• [Records for the task]

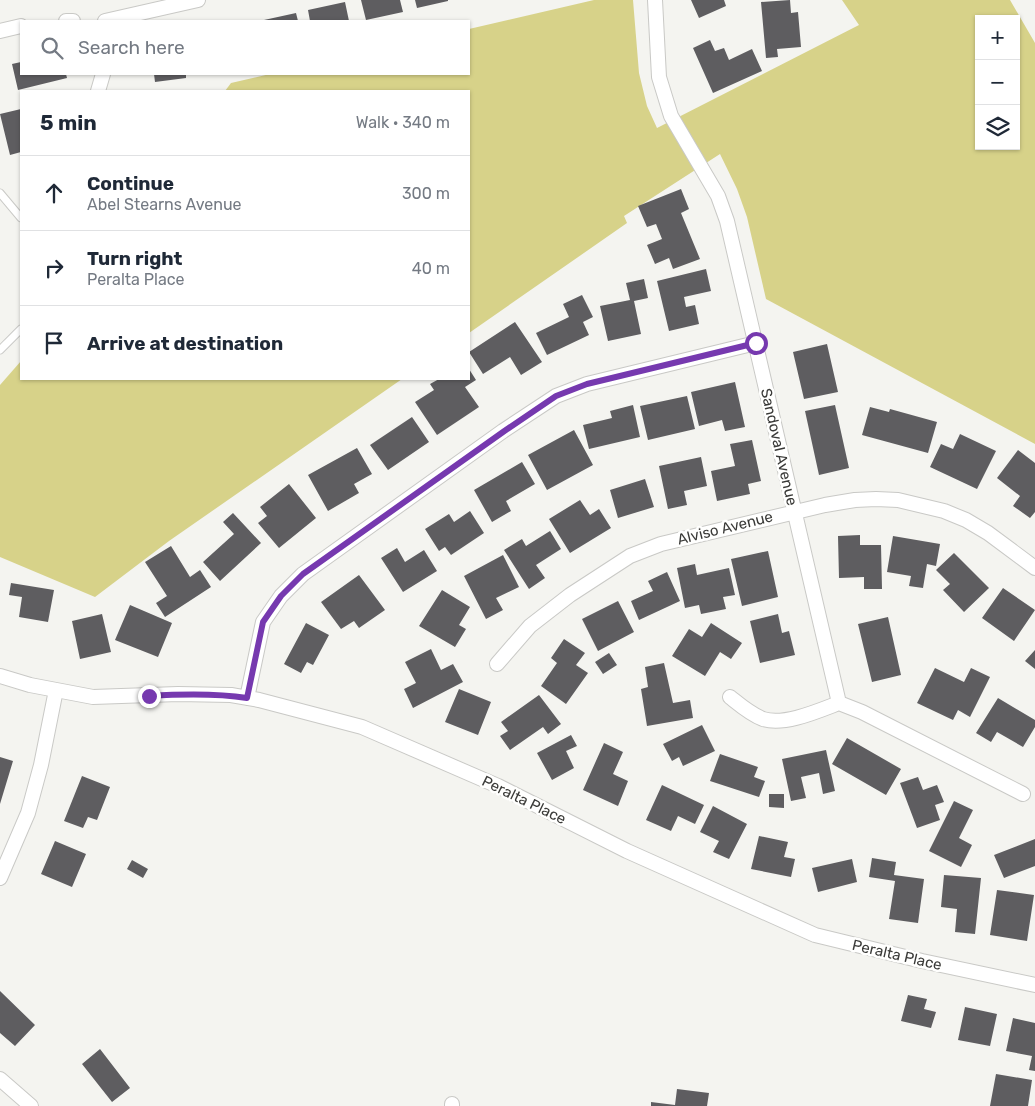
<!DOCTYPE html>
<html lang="en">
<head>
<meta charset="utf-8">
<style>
  :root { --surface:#fff; --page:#f6f6f7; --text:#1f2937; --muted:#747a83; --line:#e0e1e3 }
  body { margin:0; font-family:Rubik,sans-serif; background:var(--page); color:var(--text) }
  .controls { position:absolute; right:15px; top:15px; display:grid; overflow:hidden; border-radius:0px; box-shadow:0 1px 4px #0004 }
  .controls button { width:45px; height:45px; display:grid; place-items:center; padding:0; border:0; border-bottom:1px solid var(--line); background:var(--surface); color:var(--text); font:25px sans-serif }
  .stop { position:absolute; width:15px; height:15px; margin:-11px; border:4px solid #7639af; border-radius:50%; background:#fff }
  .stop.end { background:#7639af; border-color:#fff; box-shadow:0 1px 5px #0008 }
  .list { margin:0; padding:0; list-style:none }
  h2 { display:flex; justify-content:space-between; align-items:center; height:65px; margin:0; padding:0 20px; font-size:21px }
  h2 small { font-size:16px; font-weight:400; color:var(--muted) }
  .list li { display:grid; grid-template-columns:32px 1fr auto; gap:15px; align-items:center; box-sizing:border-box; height:75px; padding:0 20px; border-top:1px solid var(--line) }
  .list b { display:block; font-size:19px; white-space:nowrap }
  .list p { margin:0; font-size:16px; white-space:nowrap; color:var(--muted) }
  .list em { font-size:16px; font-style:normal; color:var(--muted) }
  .icon { flex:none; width:28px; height:28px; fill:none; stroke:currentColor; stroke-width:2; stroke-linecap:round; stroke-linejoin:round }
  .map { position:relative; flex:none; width:1035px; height:1106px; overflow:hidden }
  .search { position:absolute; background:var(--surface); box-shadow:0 1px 4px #0004; left:20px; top:20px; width:450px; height:55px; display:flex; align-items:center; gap:12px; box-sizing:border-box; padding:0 18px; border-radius:0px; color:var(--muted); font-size:19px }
  .panel { position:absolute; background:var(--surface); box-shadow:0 1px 4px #0004; left:20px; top:90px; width:450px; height:290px; border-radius:0px }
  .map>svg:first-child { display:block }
  .green { fill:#d7d289; fill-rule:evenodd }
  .building { fill:#5e5d60 }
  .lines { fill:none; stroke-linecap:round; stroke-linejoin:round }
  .service-casing { stroke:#c9c9c6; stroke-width:9 }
  .minor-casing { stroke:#c9c9c6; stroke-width:16 }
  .service { stroke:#fff; stroke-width:7 }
  .minor { stroke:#fff; stroke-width:14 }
  .route { stroke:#7639af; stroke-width:6 }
  .labels { text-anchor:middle; stroke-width:5; stroke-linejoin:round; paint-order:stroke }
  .street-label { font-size:15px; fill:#3a3a38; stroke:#fffffe }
</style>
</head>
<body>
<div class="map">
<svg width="1035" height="1106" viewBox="0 0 1035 1106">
  <rect width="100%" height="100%" fill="#f4f4f0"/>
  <!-- green -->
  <path class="green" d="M594,0h39l6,73 8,33 10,22 202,-103 -17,-25h168l25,43v401l-269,-145 -19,-82 -10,-28 -17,-35 -96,62 3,7 -158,110v-242h-244l6,-8 39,-9h199v-45zM979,19h37v127h-37z
    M21,361v18h381l-233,162 -74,56 -95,-40v-172z"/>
  <!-- building -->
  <path class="building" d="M361,0h39l3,12 -37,8z
    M415,0h33v1l-31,7z
    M691,0h33l2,6 -27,12z
    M790,0l1,13 7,-1 3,35 -24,2 1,8 -12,1 -5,-56z
    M345,2l4,19h-39l-2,-11z
    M296,13l2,8h-34v-1z
    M710,40l5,11 9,-3 5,12 23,-11 10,22 -49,22 -20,-45z
    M21,62v12h45l1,4 -49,12 -6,-26z
    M154,74h32v4l-31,4z
    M21,109v43l-11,3 -10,-41z
    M681,189l8,20 -8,4 19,46 -27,10 -4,-11 -14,6 -8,-19 15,-6 -6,-15 -9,3 -9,-21z
    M706,269l5,22 -27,6 2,10 9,-2 4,19 -30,7 -12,-50z
    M644,279l4,19 -14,3 7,33 -33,7 -8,-35 30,-6 -4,-17z
    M582,295l11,22 -10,5 6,13 -42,20 -11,-22 33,-16 -6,-13z
    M515,322l27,40 -21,13 -11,-18 -27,17 -14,-22z
    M827,344l11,48 -34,7 -11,-47z
    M469,369l7,11 -11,7 14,20 -42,28 -22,-33 19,-12 -4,-6 9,-5h30z
    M735,382l10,45 -20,4 -3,-11 -23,6 -8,-34z
    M687,396l8,33 -47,11 -8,-34z
    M633,405l7,32 -51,12 -6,-24 29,-7 -2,-7z
    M835,405l14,63 -30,7 -14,-64z
    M870,407l19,5 1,-3 47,13 -9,31 -66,-18z
    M412,417l17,25 -41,28 -18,-25z
    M574,430l19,35 -46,25 -19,-35z
    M960,434l36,17 -19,38 -47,-22 11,-23 12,5z
    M752,440l9,41 -13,3 2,10 -33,7 -6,-30 24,-5 -5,-22z
    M357,448l15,26 -18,10 5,9 -31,18 -20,-36z
    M1018,450l17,13v49l-5,6 -17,-12 7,-10 -23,-18z
    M701,457l6,29 -23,5 3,14 -19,4 -9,-43z
    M522,462l13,22 -29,17 5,10 -19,11 -18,-32z
    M645,479l9,28 -36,11 -8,-28z
    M289,484l27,34 -37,30 -21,-25 9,-7 -7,-9z
    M580,500l10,15 9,-6 12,19 -41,25 -21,-34z
    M470,511l14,22 -33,22 -6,-8 -6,4 -14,-22 24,-15 5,8z
    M233,513l28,30 -41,38 -17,-19 31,-28 -11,-12z
    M550,531l11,18 -25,16 9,13 -16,11 -25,-39 18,-11 4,7z
    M860,535v10h21l1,44h-18v-12l-25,1 -1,-42z
    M893,536l47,8 -4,22 -9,-2 -4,24 -14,-2 2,-10 -24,-4z
    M171,546l19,31 10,-7 11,17 -46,30 -9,-14 11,-7 -22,-34z
    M397,548l8,14 19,-12 13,21 -34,21 -22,-34z
    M768,551l10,46 -36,9 -11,-47z
    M954,553l35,35 -25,24 -21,-22 7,-6 -14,-14z
    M503,555l16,32 -23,11 7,12 -17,9 -22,-43z
    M695,564l2,11 32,-7 6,27 -12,2 3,12 -25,5 -2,-9 -14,3 -8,-40z
    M667,572l13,29 -41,19 -8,-19 22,-10 -5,-10z
    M359,575l26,35 -26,18 -5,-7 -13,8 -20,-27z
    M11,583l43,7 -6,32 -29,-5 3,-20 -13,-2z
    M1003,588l32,22 -21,31 -32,-23z
    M442,590l28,17 -11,18 7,4 -11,18 -36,-21z
    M618,601l16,31 -36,19 -16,-32z
    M130,605l42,18 -14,34 -43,-17z
    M102,614l9,38 -31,7 -8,-38z
    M778,614l4,19 7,-2 6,24 -35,8 -10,-42z
    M888,617l13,58 -29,7 -14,-58z
    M306,623l23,12 -16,30 -6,-3 -6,11 -17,-9z
    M711,623l31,20 -11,16 -11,-7 -15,24 -33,-20 17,-27 13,8z
    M564,639l21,14 -9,12 12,8 -22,31 -25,-18 16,-23 -6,-5z
    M431,649l10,21 12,-6 10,18 -50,26 -9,-19 12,-6 -11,-21z
    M1035,650v19l-10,-8z
    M609,653l8,12 -14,9 -8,-12z
    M664,663l9,40 17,-3 3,18 -46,8 -6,-37 7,-2 -3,-20z
    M935,668l29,14 7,-14 19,9 -20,40 -12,-7 -5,10 -36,-17z
    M459,689l32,13 -13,33 -33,-13z
    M539,695l22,29 -13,10 -5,-7 -33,23 -10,-14 8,-5 -7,-9z
    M998,698l37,22v7l-12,20 -26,-15 -6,10 -15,-9z
    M702,725l13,26 -32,15 -4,-9 -7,4 -9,-17z
    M571,735l6,11 -11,5 8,17 -22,12 -15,-27z
    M847,738l54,31 -15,26 -54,-31z
    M604,743l19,9 -10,22 15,7 -10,25 -35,-16z
    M826,750l9,41 -12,3 -4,-21 -18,4 5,21 -15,3 -9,-42z
    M720,754l38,13 -4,10 11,4 -6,16 -49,-16z
    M0,757l13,4 -13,43z
    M82,776l28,11 -13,33 -9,-3 -5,11 -19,-7z
    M918,777l5,13 14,-5 7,17 -9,3 5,15 -23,8 -17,-45z
    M662,785l42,20 -9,19 -17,-8 -7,15 -25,-11z
    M769,794h15v14l-15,-1z
    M954,801l19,9 -14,28 13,7 -11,22 -32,-16z
    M713,806l34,18 -18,35 -16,-7 6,-11 -19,-9z
    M759,836l29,6 -4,15 11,2 -4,18 -40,-8z
    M1035,839v27l-31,12 -10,-23z
    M55,841l31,13 -14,33 -31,-13z
    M872,858l24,4 -2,13 30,4 -6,44 -29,-4 6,-38 -26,-4z
    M852,859l5,23 -39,10 -6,-24z
    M132,860l16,9 -5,9 -16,-9z
    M944,875l37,3 -6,56 -20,-2 2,-23 -16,-2z
    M997,890l37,5 -7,46 -37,-6z
    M0,991l35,34 -20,21 -15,-13z
    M908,995l19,4 -3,10 12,3 -5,16 -30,-7z
    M965,1007l32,7 -7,32 -32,-6z
    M1013,1018l22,5v48l-6,-1 3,-14 -26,-5z
    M100,1049l30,39 -18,14 -30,-38z
    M996,1074l36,6 -4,26h-38z
    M677,1089l32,4 -2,13h-56v-4l24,3z"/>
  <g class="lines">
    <!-- service casing -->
    <g class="service-casing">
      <path id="service" d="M0,193l21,25
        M0,350l21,-21"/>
    </g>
    <!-- minor casing -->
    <g class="minor-casing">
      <path id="minor" d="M655,0l4,77 12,39 47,80 9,25 112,482 23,9 161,82
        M66,21h7
        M105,21l93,-21
        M0,31l21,-5
        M98,91l5,-17
        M497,664l33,-38 40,-31 60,-39 31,-12 164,-39 30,-5 21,-1 22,1 46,11 22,9 22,13 47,35
        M0,676l30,9 63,12 85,-3 53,1 28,5 103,27 136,59 129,65 188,84 107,26 113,24
        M730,697c10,8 20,17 33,22 21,7 55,-8 76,-16
        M247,698l16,-76 18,-26 22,-22 200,-143 53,-35 31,-12 169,-41
        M0,878l28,-65 13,-48 15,-75
        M0,1079l31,27
        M452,1104v2"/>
    </g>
    <!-- service -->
    <use href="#service" class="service"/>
    <!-- minor -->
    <use href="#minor" class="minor"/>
  </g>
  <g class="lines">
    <!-- route -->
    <path class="route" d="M149,696c33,-2 66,-3 98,2l16,-76 18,-26 22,-22 200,-142 53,-36 31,-12 169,-41"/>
  </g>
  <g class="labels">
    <!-- street labels -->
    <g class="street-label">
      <text transform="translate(779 447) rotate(77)" y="5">Sandoval Avenue</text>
      <text transform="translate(725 528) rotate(-14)" y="5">Alviso Avenue</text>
      <text transform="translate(524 800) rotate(26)" y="5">Peralta Place</text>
      <text transform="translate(897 955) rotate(13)" y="5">Peralta Place</text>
    </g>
  </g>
</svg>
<div class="controls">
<button>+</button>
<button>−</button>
<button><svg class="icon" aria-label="layers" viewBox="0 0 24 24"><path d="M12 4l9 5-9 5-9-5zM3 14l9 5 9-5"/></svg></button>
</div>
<div class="stop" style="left:756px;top:343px"></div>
<div class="stop end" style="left:149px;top:696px"></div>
<div class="search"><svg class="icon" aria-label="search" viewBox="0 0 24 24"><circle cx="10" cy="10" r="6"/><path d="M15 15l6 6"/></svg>Search here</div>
<section class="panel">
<h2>5 min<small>Walk · 340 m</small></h2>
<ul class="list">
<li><svg class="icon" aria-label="ahead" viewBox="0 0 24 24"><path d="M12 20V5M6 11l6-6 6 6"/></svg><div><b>Continue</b><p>Abel Stearns Avenue</p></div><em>300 m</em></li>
<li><svg class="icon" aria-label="right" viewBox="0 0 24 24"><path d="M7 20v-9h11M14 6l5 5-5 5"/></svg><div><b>Turn right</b><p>Peralta Place</p></div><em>40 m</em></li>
<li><svg class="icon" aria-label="arrive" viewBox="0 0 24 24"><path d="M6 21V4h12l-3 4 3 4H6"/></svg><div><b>Arrive at destination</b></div></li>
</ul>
</section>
</div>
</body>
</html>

• [Task item] Print the data above exactly, from its first line to the line bearing "position:absolute; right:15px; top:15px;" inclusive, and keep pictures out of the result.

• [Task result]
<!DOCTYPE html>
<html lang="en">
<head>
<meta charset="utf-8">
<style>
  :root { --surface:#fff; --page:#f6f6f7; --text:#1f2937; --muted:#747a83; --line:#e0e1e3 }
  body { margin:0; font-family:Rubik,sans-serif; background:var(--page); color:var(--text) }
  .controls { position:absolute; right:15px; top:15px; display:grid; overflow:hidden; border-radius:0px; box-shadow:0 1px 4px #0004 }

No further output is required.